## PROBLEM
The word "halo" turns up on some lines of this data; say how many, and give no other text.

## Collected data
******

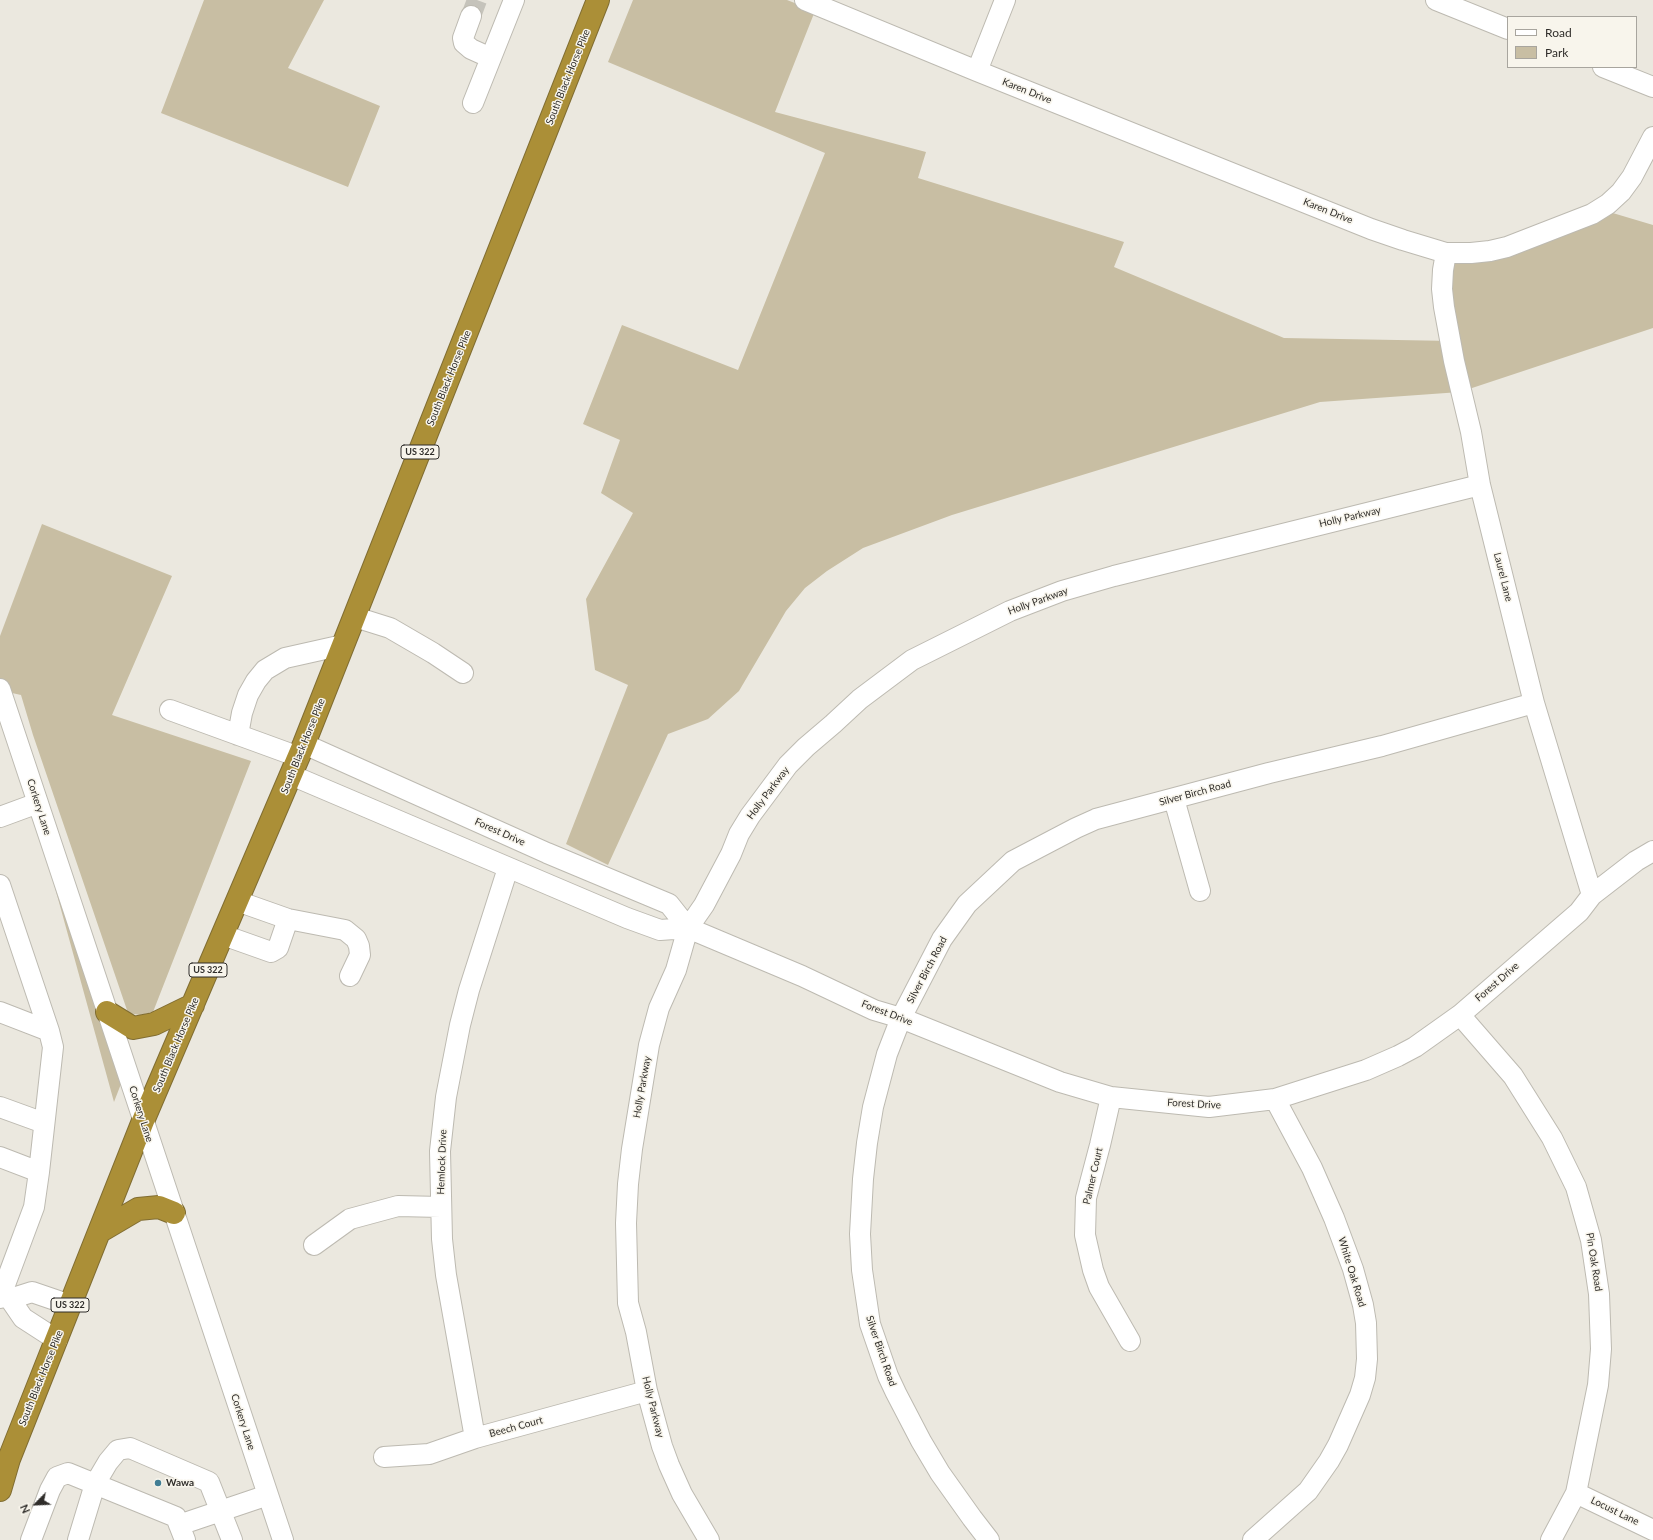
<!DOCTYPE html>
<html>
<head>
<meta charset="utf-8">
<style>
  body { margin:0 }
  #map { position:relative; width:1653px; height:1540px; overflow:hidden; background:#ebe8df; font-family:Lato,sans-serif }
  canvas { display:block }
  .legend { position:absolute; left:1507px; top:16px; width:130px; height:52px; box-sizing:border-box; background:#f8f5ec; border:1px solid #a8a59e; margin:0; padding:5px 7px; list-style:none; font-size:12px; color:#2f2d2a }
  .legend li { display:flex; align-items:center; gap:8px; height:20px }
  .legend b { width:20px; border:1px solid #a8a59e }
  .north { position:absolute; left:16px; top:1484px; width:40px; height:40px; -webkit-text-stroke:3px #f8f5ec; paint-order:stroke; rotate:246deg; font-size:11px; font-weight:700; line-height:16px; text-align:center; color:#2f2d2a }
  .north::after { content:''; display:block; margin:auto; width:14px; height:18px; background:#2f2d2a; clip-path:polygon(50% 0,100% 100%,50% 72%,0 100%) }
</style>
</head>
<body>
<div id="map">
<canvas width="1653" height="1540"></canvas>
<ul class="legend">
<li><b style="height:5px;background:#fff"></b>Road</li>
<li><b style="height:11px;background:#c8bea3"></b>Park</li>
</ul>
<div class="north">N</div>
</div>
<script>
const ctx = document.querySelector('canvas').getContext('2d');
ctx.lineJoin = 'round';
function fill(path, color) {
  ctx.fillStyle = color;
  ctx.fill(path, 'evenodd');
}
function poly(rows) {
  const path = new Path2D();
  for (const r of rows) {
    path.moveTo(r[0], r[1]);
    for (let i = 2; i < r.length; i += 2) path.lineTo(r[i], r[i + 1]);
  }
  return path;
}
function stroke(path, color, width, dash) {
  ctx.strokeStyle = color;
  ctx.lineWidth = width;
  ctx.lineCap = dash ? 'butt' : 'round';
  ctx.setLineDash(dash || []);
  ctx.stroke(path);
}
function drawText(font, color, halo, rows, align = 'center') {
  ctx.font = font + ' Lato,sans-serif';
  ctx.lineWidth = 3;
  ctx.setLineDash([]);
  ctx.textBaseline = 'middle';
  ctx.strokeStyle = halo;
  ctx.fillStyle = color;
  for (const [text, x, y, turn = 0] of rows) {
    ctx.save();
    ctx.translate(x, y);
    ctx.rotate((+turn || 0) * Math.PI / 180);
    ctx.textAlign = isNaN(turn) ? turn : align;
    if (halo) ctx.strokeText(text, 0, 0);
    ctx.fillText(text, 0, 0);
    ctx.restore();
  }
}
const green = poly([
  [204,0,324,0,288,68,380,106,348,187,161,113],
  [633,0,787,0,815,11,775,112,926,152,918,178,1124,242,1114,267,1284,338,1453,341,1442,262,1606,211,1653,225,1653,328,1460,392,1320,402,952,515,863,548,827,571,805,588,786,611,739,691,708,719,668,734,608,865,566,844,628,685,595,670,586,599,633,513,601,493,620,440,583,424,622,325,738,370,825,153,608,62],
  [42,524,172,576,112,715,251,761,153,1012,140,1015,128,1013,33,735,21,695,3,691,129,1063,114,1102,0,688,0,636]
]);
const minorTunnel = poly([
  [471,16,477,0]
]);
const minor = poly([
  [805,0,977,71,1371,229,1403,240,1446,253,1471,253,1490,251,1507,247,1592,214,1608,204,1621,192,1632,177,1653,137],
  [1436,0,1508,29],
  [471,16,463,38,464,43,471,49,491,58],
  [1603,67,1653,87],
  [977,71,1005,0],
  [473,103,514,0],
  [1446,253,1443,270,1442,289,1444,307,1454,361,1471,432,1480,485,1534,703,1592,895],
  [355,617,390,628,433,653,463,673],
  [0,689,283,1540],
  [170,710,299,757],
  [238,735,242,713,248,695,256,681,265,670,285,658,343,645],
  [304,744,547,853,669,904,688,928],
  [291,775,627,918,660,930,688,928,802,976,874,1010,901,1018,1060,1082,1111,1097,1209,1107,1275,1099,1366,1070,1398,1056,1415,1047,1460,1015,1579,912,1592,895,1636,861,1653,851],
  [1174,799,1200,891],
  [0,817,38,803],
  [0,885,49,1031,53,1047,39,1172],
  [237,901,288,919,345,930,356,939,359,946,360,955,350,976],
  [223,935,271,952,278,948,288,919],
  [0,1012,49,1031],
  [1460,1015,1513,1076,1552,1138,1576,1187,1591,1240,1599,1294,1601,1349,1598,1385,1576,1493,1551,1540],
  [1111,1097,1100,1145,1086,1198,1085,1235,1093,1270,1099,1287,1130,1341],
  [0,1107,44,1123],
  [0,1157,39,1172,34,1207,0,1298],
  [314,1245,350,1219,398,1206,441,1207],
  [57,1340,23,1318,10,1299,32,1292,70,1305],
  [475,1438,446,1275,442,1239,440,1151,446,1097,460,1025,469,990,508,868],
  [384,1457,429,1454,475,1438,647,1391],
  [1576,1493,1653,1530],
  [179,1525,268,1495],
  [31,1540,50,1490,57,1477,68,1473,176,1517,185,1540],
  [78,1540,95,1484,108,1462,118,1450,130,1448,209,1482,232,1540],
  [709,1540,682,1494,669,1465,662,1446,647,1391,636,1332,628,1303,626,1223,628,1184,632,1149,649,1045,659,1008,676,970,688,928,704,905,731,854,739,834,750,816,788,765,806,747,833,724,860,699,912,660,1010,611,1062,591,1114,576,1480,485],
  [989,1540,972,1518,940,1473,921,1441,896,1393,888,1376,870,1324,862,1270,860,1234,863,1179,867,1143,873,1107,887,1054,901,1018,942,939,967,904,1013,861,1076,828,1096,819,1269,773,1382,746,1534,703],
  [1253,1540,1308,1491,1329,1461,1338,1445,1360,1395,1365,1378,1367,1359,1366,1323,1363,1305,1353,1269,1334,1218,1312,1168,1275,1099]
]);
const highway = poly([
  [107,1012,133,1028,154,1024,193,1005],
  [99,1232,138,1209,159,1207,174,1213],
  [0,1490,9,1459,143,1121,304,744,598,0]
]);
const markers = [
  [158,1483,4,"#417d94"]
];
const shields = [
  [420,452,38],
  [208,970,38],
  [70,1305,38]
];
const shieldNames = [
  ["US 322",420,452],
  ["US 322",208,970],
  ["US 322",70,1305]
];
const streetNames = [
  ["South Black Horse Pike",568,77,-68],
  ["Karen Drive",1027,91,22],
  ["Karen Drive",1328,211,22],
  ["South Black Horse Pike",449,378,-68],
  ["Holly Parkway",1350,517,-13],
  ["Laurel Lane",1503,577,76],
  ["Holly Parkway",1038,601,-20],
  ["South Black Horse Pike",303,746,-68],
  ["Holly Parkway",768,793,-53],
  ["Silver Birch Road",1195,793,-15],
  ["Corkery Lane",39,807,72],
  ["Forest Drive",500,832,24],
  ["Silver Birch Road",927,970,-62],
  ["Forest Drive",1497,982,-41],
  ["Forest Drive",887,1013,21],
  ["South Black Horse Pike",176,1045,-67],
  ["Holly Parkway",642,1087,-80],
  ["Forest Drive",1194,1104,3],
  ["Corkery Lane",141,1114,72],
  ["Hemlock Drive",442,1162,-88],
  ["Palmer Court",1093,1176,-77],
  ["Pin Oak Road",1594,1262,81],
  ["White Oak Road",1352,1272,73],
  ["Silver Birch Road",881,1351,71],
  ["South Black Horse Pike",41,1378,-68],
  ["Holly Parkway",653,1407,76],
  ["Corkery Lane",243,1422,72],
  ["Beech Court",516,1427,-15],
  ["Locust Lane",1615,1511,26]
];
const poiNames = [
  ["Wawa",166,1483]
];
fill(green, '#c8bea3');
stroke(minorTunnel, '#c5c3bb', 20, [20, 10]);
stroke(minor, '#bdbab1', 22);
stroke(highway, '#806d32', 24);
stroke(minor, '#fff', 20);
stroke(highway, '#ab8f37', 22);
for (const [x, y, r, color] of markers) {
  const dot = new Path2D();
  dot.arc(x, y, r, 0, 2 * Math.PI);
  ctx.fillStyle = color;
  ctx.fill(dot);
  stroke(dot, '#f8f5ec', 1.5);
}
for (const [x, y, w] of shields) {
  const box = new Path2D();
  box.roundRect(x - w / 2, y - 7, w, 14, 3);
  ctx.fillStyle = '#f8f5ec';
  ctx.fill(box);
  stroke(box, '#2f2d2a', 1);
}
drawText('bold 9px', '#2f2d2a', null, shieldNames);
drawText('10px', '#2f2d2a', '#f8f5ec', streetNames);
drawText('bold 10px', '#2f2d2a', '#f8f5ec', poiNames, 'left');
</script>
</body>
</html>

******

## TASK RESULT
3